Malware is an ongoing problem with the rampant advance of technology, but the story of at least one Android malware ended quite peacefully, with Google nipping Chrysaor, a reborn Pegasus, before it even managed to pass three dozen active installations. The highly targeted malware never hit the Play Store, but chose its targets carefully, just as its iOS-bound predecessor did. Thus, while it did only manage to reach a small number of users, Google acted quickly and drastically to ensure the safety of the affected users’ data and devices. Verify Apps was employed to check the scale of the attack, and to help prevent future instances.

The way that Chrysaor worked was quite brilliant, in the realm of malware. First, it embedded itself into a single app that a targeted user downloaded. There were no details on how the targeting happened; it may have been random, or through social engineering. In any case, the unsafe app would request seemingly innocuous permissions and use them to try to bring other apps with similar functionality on board. When the puzzle was completed, the user was left with a full-system vulnerability that could be utterly devastating. The most interesting part, however, was how well Chrysaor hid itself; if the malware was at any point compromised or had any part of itself thrust into the open where a user could inspect it, it would delete all traces of itself from the user’s device.
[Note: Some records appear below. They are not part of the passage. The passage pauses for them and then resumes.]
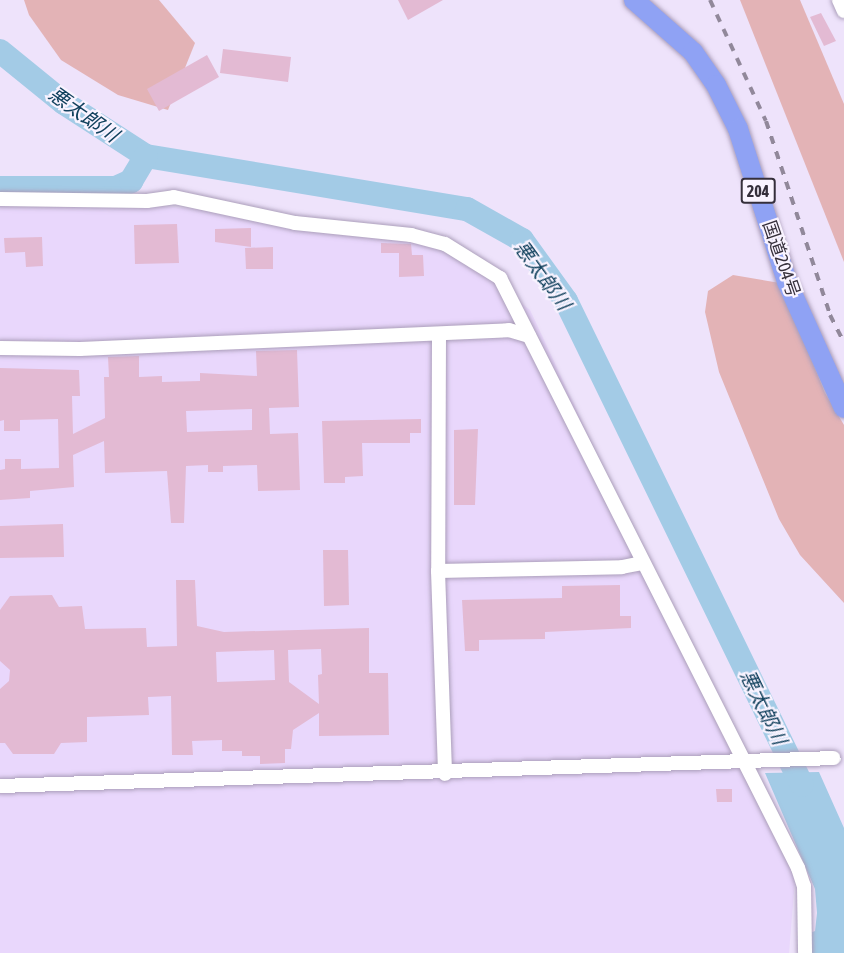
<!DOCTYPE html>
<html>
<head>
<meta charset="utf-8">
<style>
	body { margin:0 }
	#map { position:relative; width:844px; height:953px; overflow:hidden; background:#eee3fb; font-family:"Asap Condensed","Noto Sans JP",sans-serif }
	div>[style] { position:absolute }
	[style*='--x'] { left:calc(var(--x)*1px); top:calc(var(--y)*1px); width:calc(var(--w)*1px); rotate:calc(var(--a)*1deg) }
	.built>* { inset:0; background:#e9d7fc }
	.green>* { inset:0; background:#e3b3b6 }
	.water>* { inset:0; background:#a3cbe6 }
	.river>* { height:24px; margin:-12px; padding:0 12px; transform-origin:12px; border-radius:12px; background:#a3cbe6 }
	.building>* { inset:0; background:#e3bad3 }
	.roads { filter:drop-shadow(0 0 2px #ab9eba) drop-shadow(0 0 2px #ab9eba) }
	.minor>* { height:14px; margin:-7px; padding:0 7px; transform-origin:7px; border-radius:7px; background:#fff }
	.highway>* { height:20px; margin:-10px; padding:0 10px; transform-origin:10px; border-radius:10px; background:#8fa2f4 }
	.rail>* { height:4px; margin-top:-2px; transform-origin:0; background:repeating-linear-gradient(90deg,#91889a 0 8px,transparent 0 16px) }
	span { translate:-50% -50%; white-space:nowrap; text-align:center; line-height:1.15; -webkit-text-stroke:4.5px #f9f3ff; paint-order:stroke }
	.shield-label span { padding:2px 4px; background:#f9f3ff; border:2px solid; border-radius:4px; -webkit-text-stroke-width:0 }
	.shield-label { font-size:16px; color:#352f3b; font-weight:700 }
	.street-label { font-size:18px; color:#352f3b }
	.water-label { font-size:20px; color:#11415d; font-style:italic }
</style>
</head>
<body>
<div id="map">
	<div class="built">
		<i style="clip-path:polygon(0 205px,151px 205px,431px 232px,530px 310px,795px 878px,789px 953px,0 953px)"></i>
	</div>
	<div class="green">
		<i style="clip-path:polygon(24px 0,159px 0,195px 43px,168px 110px,118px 95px,61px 60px,29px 15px)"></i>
		<i style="clip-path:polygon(740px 0,800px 0,844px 104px,844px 262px)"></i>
		<i style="clip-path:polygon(733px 275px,780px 283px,825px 393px,844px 425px,844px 603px,800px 555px,779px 519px,719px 372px,705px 312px,708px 291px)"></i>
	</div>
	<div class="water">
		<i style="clip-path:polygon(819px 772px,844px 828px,844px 953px,810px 953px,810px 933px,815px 931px,817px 913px,815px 889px,765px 773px)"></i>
	</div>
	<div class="river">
		<i style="--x:0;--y:51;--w:82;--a:39.1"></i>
		<i style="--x:64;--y:103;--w:98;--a:32.9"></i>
		<i style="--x:146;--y:156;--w:325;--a:9.4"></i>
		<i style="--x:467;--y:209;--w:63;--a:29.4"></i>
		<i style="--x:522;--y:240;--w:75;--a:54.2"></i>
		<i style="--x:566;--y:301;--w:538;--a:64.01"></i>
		<i style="--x:0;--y:188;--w:116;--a:0"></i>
		<i style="--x:116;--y:188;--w:17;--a:-25"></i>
		<i style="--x:131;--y:181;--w:29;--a:-59"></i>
	</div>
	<div class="building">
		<i style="clip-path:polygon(398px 0,443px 0,408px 20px)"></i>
		<i style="clip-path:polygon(821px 13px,836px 41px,824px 46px,810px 17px)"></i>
		<i style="clip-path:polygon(223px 49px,291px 57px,288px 82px,220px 73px)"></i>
		<i style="clip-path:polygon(207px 55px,219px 77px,159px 111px,147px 89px)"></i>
		<i style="clip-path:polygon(177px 224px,179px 263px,135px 264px,134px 225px)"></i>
		<i style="clip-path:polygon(251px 228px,251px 247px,215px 242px,215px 229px)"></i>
		<i style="clip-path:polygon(42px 237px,43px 266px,26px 267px,25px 252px,5px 253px,4px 238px)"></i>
		<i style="clip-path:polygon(381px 243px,411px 244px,412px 255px,423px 255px,424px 276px,399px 277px,399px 253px,381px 253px)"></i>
		<i style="clip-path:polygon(273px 247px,273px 269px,246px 269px,245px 248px)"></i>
		<i style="clip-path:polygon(evenodd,297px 350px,299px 407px,269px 408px,270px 434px,298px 433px,300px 490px,258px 491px,257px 465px,223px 466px,223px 472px,208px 472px,208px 465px,186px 466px,184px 523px,171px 523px,167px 471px,105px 473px,104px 441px,73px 455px,74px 487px,30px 491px,30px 498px,0 500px,0 470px,5px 469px,5px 459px,21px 459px,21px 469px,59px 468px,58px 419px,20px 420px,20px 431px,4px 431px,4px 420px,0 421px,0 368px,79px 370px,80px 396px,72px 396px,73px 434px,105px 418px,104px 377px,109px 377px,108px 357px,139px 356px,139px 377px,162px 376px,162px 382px,200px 381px,200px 373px,257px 376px,256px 351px,297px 350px,252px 409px,252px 430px,187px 432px,186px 411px,252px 409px)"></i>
		<i style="clip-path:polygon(421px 419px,421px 433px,410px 433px,410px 443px,362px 443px,363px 476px,345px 477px,345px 483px,324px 483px,322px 421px)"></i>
		<i style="clip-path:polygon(478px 429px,475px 505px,454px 505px,454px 430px)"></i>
		<i style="clip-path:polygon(63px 524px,64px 557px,0 558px,0 526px)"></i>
		<i style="clip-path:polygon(323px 550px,348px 550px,349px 605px,324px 606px)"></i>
		<i style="clip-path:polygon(evenodd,176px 580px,195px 580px,197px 626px,224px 632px,369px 628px,369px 673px,388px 673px,389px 735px,319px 736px,319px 713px,293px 730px,291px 749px,285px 749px,285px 763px,260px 764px,260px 756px,242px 756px,242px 751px,222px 751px,222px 740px,192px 741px,193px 755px,172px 755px,171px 696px,148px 697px,149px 715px,87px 717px,87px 742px,61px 743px,54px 754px,13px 754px,5px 743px,0 743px,0 689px,9px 681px,10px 670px,0 661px,0 610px,10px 596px,52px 595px,59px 607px,82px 606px,85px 629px,146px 628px,147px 647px,177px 646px,176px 580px,321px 649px,322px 674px,318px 675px,319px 704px,289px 682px,288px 650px,321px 649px,176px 580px,274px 650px,275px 680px,217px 682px,216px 652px,274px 650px)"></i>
		<i style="clip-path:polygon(620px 585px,620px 616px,631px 616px,631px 628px,545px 632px,545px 639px,479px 640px,479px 651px,465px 651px,462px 600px,562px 598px,562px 586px)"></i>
		<i style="clip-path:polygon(716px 789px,732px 789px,732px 802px,717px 802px)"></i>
	</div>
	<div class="roads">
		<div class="minor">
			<i style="--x:839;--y:0;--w:12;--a:66"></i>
			<i style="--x:0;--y:199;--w:147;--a:0.8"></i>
			<i style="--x:147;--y:201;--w:27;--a:-8"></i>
			<i style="--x:174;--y:197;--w:124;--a:12.1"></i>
			<i style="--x:295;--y:223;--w:117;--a:5.9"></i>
			<i style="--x:411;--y:235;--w:35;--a:15"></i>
			<i style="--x:445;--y:244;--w:65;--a:31.7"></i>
			<i style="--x:500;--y:278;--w:661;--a:63.2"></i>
			<i style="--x:798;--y:868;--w:19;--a:72"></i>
			<i style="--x:804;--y:886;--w:67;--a:89.1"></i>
			<i style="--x:439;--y:335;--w:236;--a:90.2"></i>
			<i style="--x:438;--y:571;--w:203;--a:88"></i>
			<i style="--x:0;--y:348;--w:80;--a:0.7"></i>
			<i style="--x:80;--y:349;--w:429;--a:-2.5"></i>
			<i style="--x:509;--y:330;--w:21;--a:17"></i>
			<i style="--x:438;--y:571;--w:184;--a:-1.2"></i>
			<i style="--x:622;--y:567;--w:20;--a:-11"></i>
			<i style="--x:0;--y:786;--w:834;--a:-1.92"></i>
		</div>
		<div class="highway">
			<i style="--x:634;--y:0;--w:79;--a:41.4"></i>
			<i style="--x:693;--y:52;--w:40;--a:55.1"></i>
			<i style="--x:716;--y:85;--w:49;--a:63.4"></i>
			<i style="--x:738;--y:129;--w:161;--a:72.2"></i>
			<i style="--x:787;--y:282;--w:138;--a:65.7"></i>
		</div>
	</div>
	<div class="rail">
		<i style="--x:710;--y:0;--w:133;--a:65.2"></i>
		<i style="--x:766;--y:121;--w:204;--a:71.7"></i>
		<i style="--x:830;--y:315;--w:31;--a:63"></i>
	</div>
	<div class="shield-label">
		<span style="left:758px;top:191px">204</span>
	</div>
	<div class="street-label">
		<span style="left:781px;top:259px;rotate:71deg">国道204号</span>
	</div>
	<div class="water-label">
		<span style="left:84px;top:114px;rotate:35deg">悪太郎川</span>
		<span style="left:543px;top:275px;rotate:54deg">悪太郎川</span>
		<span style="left:764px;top:707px;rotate:64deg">悪太郎川</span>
	</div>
</div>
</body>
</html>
Piecemeal malware is usually a sign of a very targeted attack, and a graph produced by Google shows that this new malware wasn’t too far off from its predecessor, which was created to spy on a single individual in the United Arab Emirates through jailbreak privileges and small vulnerabilities. Chrysaor, for all intents and purposes, has been defeated at this point; Google has told the world about it, and all of the major malware protection suites likely either already protect against it or will soon. Still, threats of a similar manner can hide almost anywhere. Malware has made it into the Play Store before, but statistically, it’s the safest place to get your apps.